Wells Fargo & Co., the largest U.S. mortgage lender and second-largest servicer, is seeing the “widest ever spread” between current new-loan rates and those on the loans it manages for others, which averaged 5.46 percent on Sept. 30, Howard Atkins, the San Francisco-based bank’s chief financial officer, said on an Oct. 20 conference call.
Such disparities may eventually lead policy makers to address the refinancing hurdles, said Schroder’s Ames, whose firm oversees about 50 billion pounds ($80 billion) of fixed- income assets.
For the Fed, “refinancing borrowers is a nice ancillary benefit if it happens, but it’s not the main objective of another round” of quantitative easing, JPMorgan mortgage-bond analysts led by Matt Jozoff in New York wrote in an Oct. 29 report.
The central bank will probably introduce an unprecedented second round of unconventional monetary easing today by announcing a plan to buy at least $500 billion of long-term securities, according to 29 of 56 economists surveyed by Bloomberg News. All but three of the economists expect some plan for additional debt buying, with seven predicting $50 billion to $100 billion in monthly purchases without a specified total.
If the Fed surprises investors with a smaller-than- anticipated initiative, mortgage bonds may outperform Treasuries because it will add less relative demand for government debt and benchmark interest rates may rise, reducing the amount of homeowner refinancing that is moving debt from the central bank’s balance sheet to the market, Barclays analysts in New York led by Ajay Rajadhyaksha wrote in an Oct. 29 report.
Higher absolute yields may also “entice more banks” into mortgage securities, the JPMorgan analysts wrote. At the same time, recent climbs in interest rates are causing investors to begin to be concerned that mortgage securities will be repaid too slowly, rather than too quickly, and higher borrowing costs may spark more of that worry, they said.
If the central bank signals it may buy more than $600 billion of debt, the Fed may be forced to turn to securities aside from Treasuries because of a self-imposed limit in which it purchases no more than 35 percent of a particular issue, Nomura analysts led by Ohmsatya Ravi said. Agency mortgage securities would be “a natural choice,” they wrote Oct. 29.

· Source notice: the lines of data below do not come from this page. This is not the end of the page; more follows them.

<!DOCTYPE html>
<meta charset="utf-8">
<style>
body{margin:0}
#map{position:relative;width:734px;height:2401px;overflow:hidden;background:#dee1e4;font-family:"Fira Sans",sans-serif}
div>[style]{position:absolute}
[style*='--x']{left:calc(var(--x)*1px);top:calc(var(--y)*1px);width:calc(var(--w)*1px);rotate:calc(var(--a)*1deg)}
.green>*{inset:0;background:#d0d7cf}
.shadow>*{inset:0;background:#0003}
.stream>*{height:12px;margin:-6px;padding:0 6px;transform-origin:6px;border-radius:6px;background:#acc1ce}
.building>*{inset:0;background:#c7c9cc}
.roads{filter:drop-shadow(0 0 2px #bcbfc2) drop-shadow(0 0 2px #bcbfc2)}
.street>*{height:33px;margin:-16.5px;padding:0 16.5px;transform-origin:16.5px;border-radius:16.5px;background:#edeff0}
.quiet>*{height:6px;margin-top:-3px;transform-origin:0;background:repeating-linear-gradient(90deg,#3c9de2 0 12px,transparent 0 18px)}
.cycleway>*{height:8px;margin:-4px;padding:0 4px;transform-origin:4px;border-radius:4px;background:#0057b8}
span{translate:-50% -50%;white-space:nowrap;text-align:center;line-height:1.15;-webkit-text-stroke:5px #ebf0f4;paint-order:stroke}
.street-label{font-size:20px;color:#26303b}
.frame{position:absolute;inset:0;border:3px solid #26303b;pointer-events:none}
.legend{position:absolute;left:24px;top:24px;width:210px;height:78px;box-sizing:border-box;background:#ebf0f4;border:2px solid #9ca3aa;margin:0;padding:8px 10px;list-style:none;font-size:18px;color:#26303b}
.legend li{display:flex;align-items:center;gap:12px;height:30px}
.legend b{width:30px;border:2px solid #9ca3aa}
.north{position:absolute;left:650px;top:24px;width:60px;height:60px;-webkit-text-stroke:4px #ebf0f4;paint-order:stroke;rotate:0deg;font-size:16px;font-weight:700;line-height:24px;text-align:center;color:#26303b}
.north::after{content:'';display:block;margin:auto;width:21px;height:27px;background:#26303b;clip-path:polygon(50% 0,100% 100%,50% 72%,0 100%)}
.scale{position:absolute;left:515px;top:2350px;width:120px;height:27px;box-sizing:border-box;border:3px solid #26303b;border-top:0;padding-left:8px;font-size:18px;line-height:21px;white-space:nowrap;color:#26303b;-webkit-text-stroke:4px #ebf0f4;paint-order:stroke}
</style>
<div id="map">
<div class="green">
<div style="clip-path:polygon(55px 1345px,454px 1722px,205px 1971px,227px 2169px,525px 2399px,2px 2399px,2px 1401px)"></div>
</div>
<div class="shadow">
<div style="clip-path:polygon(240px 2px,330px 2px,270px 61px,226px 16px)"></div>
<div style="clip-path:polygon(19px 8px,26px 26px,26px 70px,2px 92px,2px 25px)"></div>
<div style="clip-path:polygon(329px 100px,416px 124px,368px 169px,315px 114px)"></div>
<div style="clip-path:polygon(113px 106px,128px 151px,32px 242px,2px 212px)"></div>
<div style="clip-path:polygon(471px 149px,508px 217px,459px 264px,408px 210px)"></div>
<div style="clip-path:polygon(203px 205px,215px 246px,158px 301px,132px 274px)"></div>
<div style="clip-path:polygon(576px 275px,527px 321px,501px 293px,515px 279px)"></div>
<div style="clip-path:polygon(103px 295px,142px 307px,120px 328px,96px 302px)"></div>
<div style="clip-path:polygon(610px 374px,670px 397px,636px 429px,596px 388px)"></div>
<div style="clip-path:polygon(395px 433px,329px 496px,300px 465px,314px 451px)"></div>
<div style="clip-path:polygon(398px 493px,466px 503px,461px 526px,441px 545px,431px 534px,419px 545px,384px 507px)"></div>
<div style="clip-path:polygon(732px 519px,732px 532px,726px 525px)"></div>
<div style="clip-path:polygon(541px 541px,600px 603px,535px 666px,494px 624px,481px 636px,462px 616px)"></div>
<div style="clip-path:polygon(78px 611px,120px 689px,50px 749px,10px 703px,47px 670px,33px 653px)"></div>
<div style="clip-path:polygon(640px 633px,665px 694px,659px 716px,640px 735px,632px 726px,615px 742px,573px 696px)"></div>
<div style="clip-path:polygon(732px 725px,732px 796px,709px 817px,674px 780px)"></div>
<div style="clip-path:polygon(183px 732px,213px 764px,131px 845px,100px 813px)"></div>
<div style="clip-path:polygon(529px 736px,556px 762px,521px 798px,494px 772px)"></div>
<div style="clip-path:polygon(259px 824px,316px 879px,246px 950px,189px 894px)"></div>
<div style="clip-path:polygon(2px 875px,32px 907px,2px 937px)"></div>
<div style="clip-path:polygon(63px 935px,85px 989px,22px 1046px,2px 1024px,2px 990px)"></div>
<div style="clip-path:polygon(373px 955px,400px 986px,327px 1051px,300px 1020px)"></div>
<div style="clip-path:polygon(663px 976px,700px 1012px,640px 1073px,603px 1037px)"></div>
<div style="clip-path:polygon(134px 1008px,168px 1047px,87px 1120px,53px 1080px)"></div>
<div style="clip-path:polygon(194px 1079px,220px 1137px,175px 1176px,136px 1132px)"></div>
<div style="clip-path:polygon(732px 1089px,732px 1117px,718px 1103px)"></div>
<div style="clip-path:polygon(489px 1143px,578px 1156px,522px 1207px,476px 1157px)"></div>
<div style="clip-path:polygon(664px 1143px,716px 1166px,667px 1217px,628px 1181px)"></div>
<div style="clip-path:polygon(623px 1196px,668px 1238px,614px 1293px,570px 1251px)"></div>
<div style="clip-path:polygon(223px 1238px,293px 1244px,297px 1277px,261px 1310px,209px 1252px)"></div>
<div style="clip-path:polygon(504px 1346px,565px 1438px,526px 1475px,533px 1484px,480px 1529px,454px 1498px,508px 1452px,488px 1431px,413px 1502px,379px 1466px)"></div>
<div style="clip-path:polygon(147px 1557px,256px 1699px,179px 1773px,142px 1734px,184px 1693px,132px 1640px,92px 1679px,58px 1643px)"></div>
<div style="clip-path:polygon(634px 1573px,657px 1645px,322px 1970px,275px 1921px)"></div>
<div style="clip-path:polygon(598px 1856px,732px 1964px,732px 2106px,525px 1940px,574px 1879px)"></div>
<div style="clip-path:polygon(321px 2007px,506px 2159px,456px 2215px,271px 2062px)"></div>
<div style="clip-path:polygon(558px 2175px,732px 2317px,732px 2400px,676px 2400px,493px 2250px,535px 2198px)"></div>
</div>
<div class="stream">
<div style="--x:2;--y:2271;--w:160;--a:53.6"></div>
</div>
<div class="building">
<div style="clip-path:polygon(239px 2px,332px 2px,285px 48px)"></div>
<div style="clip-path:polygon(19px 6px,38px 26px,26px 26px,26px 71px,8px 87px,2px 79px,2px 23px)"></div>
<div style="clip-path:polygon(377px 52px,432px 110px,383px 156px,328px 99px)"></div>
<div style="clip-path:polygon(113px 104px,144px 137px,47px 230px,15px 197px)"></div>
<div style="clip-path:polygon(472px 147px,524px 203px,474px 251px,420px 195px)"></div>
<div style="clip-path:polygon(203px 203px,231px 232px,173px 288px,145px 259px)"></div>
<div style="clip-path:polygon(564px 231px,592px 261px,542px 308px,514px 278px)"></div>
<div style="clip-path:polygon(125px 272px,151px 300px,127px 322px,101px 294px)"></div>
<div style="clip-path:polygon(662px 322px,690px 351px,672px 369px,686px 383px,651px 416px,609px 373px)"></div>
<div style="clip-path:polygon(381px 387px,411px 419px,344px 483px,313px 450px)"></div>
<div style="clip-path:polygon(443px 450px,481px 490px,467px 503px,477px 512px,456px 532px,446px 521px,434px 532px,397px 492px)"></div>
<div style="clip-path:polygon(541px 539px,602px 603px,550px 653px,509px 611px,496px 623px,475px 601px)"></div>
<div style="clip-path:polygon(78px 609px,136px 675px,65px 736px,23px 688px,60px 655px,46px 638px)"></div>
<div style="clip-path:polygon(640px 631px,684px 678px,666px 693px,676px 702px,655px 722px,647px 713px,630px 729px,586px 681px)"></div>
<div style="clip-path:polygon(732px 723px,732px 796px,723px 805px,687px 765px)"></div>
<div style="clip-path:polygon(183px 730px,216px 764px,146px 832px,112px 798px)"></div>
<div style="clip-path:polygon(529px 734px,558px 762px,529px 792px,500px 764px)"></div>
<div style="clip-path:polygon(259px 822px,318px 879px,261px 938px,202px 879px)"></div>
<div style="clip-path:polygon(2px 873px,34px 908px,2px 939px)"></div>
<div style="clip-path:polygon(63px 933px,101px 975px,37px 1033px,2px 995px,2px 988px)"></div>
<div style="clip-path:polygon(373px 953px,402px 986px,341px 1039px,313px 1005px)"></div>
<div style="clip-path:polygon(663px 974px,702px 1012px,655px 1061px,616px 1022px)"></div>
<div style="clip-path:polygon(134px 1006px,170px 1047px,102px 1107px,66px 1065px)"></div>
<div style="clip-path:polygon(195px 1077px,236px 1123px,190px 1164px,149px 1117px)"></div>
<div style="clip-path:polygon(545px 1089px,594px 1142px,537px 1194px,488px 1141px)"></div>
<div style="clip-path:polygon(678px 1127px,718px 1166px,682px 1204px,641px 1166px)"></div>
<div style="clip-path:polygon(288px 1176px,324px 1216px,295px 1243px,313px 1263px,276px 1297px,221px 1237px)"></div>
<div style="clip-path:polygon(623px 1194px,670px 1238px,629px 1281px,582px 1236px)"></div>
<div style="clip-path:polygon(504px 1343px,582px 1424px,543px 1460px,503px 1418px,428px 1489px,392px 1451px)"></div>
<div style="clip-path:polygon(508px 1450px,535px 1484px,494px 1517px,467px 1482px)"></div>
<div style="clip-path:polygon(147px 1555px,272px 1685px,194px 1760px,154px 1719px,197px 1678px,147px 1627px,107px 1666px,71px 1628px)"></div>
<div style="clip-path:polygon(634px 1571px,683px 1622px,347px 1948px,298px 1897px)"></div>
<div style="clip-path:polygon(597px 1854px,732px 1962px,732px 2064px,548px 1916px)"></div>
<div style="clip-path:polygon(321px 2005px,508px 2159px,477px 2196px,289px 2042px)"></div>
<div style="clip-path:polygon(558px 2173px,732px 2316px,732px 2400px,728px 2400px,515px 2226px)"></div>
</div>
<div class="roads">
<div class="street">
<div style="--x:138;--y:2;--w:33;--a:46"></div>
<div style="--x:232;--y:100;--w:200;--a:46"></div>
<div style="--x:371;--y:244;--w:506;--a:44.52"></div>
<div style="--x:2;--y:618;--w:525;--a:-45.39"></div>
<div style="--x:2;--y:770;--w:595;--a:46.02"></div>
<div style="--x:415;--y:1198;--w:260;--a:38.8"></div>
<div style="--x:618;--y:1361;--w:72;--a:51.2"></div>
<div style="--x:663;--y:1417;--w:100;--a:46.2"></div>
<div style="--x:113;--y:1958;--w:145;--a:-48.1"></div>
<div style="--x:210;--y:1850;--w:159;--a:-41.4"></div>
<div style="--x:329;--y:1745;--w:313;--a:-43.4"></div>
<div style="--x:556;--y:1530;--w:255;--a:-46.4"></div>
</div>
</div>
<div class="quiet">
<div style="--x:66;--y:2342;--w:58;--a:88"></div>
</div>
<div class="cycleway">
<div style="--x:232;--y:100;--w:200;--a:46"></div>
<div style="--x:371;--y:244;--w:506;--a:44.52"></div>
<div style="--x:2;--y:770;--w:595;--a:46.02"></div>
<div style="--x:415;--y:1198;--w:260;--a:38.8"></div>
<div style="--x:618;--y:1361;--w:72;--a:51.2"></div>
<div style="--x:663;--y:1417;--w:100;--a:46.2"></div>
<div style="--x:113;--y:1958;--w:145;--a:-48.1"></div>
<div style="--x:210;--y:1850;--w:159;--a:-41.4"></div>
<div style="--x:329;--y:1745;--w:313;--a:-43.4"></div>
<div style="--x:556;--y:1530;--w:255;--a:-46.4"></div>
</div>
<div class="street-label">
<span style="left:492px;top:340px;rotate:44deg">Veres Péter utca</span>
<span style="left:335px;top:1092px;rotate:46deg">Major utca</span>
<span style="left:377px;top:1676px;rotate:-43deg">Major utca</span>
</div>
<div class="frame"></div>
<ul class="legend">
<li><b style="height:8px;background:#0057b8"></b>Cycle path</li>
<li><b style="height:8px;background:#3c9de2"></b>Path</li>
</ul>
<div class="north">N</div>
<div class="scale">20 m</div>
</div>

The JPMorgan analysts also see an “increased possibility” the Fed may buy more mortgage securities because of the limit and because officials have indicated they will be watching mortgage-bond spreads. Still, the record failures of dealers to fulfill mortgage-bond sale contracts in a timely manner suggest the central bank may want to avoid further sapping supply from the market, they said.